━━ Data in this exercise

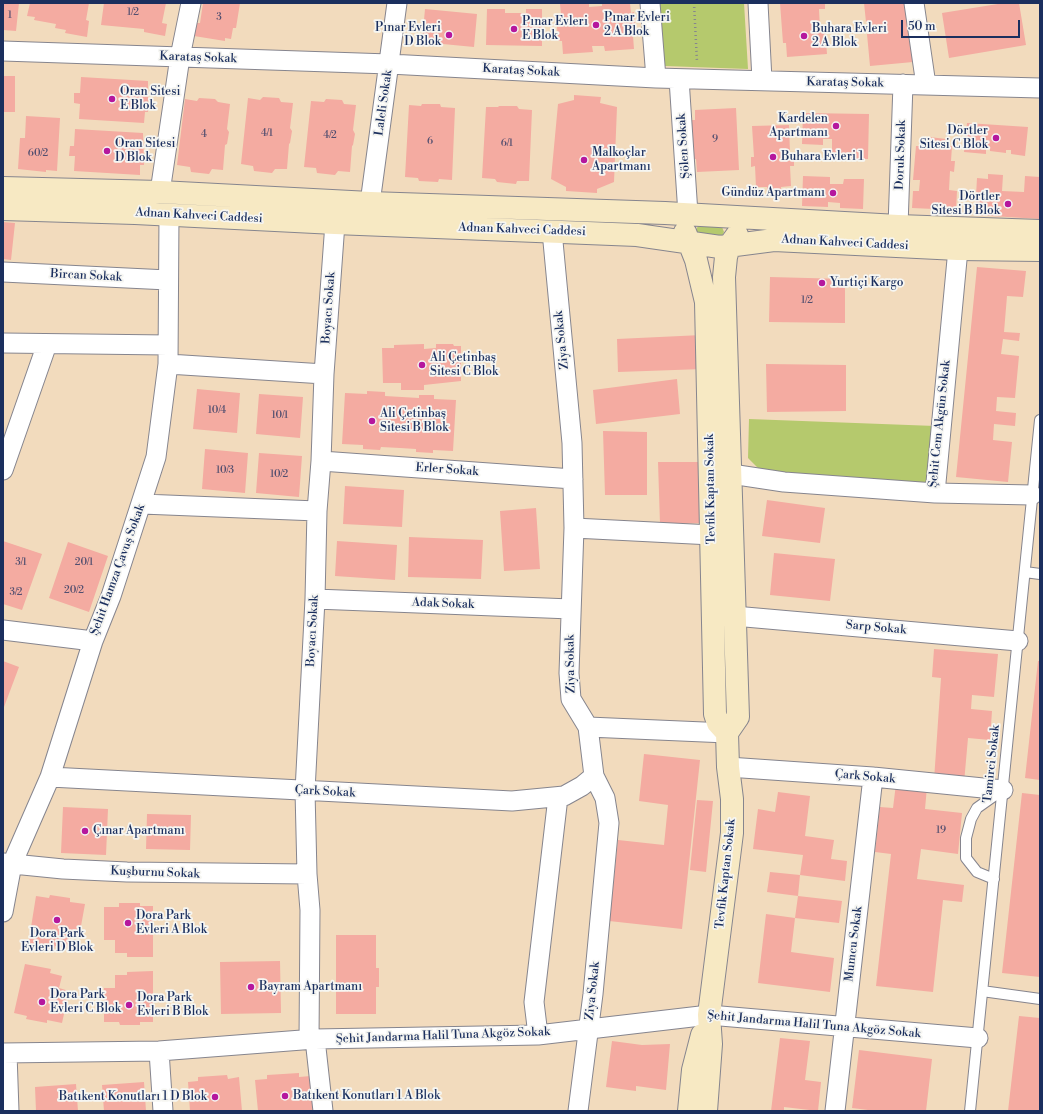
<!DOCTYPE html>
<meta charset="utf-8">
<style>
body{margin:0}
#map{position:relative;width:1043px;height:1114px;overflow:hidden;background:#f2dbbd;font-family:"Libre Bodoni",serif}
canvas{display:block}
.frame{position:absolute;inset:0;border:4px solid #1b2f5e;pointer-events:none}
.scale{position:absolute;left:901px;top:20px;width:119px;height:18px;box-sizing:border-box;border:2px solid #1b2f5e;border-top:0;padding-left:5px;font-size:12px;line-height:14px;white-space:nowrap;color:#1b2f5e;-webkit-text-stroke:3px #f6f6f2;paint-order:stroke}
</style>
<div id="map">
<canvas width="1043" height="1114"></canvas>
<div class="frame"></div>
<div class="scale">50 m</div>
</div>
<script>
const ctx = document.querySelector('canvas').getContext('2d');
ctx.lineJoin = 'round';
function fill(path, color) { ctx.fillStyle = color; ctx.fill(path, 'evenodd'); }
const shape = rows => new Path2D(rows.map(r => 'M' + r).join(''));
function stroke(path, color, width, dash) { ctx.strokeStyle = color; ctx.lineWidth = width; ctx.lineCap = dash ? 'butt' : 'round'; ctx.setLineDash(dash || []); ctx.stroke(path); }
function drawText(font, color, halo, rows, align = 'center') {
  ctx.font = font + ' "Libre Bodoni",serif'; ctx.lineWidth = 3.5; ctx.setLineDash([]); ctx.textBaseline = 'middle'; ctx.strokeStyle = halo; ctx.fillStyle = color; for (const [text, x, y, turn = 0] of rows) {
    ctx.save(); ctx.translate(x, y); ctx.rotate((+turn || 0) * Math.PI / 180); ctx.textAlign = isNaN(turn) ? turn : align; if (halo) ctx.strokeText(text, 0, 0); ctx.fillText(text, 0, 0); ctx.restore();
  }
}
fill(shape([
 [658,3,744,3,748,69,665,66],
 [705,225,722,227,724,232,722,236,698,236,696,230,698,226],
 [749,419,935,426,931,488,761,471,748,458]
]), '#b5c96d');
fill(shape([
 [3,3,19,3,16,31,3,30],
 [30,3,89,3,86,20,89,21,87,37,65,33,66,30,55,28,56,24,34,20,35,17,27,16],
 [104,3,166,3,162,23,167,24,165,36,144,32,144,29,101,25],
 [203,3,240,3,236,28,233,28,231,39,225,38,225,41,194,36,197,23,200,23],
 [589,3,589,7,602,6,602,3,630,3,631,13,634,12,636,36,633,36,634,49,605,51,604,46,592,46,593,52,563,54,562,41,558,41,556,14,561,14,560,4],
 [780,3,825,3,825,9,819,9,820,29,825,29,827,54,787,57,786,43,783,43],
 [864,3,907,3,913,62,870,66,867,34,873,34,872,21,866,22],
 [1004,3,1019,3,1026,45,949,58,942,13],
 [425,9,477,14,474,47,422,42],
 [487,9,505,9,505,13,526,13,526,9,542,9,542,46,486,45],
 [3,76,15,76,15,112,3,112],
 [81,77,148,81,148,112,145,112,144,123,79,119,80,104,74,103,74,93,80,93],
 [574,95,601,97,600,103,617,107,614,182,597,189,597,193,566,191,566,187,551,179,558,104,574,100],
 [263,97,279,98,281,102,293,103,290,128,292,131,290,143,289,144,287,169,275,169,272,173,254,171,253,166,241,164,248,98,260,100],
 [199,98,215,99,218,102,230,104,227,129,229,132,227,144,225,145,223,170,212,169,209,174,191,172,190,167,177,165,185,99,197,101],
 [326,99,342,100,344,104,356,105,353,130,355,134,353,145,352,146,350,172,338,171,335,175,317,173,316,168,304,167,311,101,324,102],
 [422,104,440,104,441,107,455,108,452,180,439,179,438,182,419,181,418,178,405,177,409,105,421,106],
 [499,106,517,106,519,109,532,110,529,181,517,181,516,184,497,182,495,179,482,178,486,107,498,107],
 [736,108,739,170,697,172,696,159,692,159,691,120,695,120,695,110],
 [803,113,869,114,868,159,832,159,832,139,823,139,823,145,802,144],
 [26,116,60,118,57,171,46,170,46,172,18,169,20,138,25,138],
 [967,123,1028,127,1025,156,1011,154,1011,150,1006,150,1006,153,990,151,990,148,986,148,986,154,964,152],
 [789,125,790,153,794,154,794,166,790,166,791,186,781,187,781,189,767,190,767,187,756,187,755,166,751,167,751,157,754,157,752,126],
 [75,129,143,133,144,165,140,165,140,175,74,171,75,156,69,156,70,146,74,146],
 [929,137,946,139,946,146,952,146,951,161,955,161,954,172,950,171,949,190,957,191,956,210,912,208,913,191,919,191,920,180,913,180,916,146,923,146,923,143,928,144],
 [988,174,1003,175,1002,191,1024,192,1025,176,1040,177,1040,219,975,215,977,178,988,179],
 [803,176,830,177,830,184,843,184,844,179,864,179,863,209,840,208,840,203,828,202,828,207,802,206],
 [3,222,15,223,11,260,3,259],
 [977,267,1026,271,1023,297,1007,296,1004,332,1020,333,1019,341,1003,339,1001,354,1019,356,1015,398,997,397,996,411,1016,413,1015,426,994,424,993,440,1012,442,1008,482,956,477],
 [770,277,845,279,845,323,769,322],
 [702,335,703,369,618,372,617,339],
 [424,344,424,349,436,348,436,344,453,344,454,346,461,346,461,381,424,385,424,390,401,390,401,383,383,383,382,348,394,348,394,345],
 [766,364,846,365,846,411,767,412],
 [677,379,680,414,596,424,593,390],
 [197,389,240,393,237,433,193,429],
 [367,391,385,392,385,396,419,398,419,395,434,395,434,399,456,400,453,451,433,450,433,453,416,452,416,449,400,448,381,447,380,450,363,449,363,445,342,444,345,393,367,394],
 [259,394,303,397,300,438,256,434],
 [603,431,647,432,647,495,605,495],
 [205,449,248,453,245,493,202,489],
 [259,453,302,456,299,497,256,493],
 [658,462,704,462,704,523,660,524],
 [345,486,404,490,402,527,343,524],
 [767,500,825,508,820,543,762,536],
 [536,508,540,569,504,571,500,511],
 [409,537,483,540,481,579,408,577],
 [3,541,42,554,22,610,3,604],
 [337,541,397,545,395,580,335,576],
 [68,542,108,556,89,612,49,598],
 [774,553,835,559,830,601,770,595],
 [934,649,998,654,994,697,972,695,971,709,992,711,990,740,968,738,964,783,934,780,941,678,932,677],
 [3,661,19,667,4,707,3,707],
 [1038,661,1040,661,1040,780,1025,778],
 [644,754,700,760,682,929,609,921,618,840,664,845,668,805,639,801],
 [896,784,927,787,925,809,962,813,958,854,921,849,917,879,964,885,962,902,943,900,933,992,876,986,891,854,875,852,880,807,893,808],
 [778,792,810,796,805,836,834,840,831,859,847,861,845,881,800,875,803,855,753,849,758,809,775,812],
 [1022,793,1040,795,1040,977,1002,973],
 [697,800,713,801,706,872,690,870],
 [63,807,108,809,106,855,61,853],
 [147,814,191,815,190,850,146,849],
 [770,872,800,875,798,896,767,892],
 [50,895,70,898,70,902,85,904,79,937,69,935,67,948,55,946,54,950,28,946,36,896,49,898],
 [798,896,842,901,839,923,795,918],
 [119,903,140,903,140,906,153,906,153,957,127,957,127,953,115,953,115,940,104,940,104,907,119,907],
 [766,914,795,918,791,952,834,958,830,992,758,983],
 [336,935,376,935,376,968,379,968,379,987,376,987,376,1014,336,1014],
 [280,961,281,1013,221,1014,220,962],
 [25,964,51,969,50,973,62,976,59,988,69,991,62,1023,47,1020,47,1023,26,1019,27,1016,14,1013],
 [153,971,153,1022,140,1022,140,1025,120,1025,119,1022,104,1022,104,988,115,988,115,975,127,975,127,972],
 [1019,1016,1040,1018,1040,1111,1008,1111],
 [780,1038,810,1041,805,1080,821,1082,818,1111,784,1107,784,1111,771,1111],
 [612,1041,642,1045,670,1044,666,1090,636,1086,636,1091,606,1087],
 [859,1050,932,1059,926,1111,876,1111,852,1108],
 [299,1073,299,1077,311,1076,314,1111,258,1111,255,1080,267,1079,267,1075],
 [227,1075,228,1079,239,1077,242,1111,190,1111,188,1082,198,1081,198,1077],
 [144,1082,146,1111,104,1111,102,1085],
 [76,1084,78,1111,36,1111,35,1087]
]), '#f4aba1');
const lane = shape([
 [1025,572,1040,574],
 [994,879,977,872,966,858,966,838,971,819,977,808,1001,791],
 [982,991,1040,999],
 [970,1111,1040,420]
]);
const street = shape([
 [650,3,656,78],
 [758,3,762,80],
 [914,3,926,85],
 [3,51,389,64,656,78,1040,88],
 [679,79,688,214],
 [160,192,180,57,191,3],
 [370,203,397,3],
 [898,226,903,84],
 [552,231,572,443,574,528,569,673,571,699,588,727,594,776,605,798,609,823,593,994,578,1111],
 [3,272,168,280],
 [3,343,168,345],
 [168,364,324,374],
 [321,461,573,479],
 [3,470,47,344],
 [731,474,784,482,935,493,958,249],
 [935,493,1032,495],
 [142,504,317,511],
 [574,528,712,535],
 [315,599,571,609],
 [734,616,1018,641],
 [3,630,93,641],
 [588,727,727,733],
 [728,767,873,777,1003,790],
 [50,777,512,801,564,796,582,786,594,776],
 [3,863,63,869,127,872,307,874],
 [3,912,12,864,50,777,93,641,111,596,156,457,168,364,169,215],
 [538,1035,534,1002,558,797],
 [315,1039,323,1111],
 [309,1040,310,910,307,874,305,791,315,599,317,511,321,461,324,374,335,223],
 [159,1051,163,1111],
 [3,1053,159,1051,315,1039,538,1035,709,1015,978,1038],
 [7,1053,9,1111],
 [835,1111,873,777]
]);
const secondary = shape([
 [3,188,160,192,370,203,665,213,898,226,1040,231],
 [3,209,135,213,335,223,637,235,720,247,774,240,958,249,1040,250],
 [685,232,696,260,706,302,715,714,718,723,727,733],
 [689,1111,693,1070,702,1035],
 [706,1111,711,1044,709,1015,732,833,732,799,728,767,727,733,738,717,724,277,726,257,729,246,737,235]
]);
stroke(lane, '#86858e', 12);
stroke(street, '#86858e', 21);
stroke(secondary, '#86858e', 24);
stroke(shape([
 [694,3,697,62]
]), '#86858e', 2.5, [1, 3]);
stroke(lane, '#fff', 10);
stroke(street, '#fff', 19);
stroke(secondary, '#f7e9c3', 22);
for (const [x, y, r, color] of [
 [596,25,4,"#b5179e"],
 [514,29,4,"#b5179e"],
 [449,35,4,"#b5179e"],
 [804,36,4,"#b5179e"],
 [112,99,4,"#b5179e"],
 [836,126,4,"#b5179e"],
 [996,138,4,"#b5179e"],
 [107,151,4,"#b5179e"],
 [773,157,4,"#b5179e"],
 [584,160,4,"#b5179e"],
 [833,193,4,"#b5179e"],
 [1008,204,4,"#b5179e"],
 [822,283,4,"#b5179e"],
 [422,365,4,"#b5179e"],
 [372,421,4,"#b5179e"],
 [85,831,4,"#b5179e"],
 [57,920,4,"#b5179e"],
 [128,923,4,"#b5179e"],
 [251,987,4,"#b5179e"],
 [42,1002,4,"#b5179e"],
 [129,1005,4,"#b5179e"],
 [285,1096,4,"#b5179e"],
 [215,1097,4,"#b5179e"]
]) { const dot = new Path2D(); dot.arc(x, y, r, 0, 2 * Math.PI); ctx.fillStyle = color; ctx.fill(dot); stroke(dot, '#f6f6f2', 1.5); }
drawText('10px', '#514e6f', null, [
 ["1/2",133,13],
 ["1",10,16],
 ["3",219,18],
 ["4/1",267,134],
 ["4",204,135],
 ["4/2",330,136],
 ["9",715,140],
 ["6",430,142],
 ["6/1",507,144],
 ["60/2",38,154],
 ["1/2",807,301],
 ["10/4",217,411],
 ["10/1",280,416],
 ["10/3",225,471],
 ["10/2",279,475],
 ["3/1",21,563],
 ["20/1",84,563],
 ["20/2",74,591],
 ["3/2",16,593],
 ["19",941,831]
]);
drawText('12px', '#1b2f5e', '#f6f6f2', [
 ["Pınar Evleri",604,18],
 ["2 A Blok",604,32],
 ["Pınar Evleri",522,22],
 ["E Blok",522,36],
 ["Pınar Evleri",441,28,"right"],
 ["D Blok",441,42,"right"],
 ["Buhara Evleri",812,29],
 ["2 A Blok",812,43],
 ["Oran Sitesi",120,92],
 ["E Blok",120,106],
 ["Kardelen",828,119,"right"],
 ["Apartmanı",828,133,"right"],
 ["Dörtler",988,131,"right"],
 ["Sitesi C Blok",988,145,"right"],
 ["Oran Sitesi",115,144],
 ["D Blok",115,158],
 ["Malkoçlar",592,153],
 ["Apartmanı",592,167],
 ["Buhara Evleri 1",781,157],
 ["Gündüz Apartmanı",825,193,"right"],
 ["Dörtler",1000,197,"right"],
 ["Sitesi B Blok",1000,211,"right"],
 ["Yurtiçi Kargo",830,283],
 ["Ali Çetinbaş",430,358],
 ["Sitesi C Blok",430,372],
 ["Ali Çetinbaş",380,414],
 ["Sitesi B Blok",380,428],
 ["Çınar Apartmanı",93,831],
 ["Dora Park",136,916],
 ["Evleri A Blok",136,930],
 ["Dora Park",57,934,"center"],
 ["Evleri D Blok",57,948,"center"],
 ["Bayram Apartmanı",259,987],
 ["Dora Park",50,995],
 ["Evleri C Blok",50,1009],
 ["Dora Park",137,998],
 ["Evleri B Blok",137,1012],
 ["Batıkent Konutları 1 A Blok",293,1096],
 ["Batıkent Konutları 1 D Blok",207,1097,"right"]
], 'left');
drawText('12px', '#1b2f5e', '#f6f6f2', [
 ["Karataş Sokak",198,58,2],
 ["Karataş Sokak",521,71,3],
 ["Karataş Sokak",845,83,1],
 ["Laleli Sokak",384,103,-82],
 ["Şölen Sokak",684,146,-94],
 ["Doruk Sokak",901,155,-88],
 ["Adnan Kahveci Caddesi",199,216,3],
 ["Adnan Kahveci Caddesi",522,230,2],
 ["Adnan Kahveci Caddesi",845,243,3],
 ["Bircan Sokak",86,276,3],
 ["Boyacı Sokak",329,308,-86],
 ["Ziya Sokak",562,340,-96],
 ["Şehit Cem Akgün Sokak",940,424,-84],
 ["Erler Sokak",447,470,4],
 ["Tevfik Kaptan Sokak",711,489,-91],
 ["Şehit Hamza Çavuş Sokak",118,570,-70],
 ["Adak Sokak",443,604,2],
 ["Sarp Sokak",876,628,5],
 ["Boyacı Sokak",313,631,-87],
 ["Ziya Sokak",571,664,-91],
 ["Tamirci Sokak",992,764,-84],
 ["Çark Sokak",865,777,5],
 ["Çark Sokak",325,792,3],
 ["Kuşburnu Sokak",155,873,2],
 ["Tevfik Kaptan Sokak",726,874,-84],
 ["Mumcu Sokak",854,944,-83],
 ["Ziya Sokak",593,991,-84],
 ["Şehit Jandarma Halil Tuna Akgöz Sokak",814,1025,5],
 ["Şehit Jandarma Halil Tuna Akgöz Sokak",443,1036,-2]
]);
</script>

━━━━
━━ Data in this exercise

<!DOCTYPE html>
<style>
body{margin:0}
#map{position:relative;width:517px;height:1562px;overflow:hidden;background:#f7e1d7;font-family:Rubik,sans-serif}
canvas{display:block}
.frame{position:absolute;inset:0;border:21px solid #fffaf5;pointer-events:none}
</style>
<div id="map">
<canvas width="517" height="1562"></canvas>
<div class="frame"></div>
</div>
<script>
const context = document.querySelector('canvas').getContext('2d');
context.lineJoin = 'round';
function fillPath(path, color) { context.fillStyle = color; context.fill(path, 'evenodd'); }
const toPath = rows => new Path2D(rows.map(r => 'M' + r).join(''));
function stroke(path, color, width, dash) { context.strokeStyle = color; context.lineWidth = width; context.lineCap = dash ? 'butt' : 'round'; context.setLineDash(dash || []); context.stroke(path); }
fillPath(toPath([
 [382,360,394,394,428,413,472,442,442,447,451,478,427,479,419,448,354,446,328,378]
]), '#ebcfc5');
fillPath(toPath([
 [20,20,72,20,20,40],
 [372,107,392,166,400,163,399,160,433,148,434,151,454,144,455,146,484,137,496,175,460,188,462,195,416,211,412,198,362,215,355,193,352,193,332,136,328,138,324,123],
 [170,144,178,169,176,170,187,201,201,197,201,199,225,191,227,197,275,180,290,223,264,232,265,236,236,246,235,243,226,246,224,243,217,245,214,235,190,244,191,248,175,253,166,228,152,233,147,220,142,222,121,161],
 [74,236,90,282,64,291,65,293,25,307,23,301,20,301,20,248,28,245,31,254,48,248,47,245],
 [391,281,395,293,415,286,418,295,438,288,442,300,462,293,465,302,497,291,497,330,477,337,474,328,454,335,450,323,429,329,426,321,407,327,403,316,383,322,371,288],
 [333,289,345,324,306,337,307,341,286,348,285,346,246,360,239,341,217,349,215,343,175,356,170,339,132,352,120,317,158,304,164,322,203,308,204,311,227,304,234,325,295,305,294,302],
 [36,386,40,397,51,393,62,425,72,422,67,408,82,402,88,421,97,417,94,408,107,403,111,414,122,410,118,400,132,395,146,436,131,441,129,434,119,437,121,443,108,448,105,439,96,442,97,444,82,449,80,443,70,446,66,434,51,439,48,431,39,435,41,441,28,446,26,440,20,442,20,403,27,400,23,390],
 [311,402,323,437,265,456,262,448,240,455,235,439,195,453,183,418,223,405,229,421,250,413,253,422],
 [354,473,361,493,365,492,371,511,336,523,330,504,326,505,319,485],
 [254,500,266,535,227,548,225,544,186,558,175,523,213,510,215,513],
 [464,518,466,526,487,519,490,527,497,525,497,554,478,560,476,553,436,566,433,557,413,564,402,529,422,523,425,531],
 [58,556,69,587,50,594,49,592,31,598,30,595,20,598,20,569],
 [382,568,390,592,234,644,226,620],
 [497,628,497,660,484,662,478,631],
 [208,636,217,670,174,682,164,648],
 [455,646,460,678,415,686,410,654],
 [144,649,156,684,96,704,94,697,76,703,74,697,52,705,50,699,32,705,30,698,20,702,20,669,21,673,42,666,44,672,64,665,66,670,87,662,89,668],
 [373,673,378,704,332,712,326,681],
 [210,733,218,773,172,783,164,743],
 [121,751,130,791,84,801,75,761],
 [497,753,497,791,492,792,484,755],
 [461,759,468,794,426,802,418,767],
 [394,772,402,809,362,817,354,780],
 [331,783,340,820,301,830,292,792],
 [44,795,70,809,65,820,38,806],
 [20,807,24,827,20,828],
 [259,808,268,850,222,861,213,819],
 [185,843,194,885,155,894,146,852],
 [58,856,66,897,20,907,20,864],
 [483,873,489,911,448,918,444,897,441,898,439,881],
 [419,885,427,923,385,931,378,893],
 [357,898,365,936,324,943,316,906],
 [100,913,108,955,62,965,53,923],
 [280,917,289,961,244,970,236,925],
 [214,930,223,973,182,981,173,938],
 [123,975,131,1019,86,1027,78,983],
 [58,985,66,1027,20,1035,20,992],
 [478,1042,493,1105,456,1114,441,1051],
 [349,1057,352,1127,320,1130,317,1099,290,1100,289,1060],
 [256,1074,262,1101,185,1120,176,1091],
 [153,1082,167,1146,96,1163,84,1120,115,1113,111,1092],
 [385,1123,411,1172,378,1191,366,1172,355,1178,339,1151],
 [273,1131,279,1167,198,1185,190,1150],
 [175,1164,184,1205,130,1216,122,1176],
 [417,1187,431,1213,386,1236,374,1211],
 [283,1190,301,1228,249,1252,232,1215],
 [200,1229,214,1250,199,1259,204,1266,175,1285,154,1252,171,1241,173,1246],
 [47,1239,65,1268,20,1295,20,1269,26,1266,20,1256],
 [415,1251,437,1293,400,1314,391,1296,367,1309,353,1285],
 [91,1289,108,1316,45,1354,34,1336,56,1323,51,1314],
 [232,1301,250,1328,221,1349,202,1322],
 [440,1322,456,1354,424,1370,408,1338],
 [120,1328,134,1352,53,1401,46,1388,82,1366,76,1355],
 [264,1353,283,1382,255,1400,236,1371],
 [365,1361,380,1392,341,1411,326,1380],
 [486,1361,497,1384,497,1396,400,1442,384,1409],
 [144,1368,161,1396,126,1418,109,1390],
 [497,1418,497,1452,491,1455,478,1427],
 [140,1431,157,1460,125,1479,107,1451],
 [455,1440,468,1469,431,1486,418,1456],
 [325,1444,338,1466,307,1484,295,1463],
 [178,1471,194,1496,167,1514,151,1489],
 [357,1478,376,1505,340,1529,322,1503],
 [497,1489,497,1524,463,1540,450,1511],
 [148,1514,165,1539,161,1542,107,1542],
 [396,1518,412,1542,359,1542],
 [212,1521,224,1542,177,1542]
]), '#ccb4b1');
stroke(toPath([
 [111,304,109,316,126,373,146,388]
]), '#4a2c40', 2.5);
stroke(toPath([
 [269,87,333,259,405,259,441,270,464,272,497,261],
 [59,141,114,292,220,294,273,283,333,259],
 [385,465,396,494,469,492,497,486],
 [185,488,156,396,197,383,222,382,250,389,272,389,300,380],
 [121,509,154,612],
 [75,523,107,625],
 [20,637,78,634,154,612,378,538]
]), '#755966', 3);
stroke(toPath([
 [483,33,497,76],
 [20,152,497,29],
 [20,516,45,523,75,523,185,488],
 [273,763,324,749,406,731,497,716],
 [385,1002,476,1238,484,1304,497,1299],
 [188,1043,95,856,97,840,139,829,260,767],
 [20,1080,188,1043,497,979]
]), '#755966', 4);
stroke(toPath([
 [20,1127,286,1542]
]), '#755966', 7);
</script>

━━━━

▶ _Problem to work on_:
All lines that hold the word "align" should be copied from the data.

▶ _Output of the exercise_:
function drawText(font, color, halo, rows, align = 'center') {
    ctx.save(); ctx.translate(x, y); ctx.rotate((+turn || 0) * Math.PI / 180); ctx.textAlign = isNaN(turn) ? turn : align; if (halo) ctx.strokeText(text, 0, 0); ctx.fillText(text, 0, 0); ctx.restore();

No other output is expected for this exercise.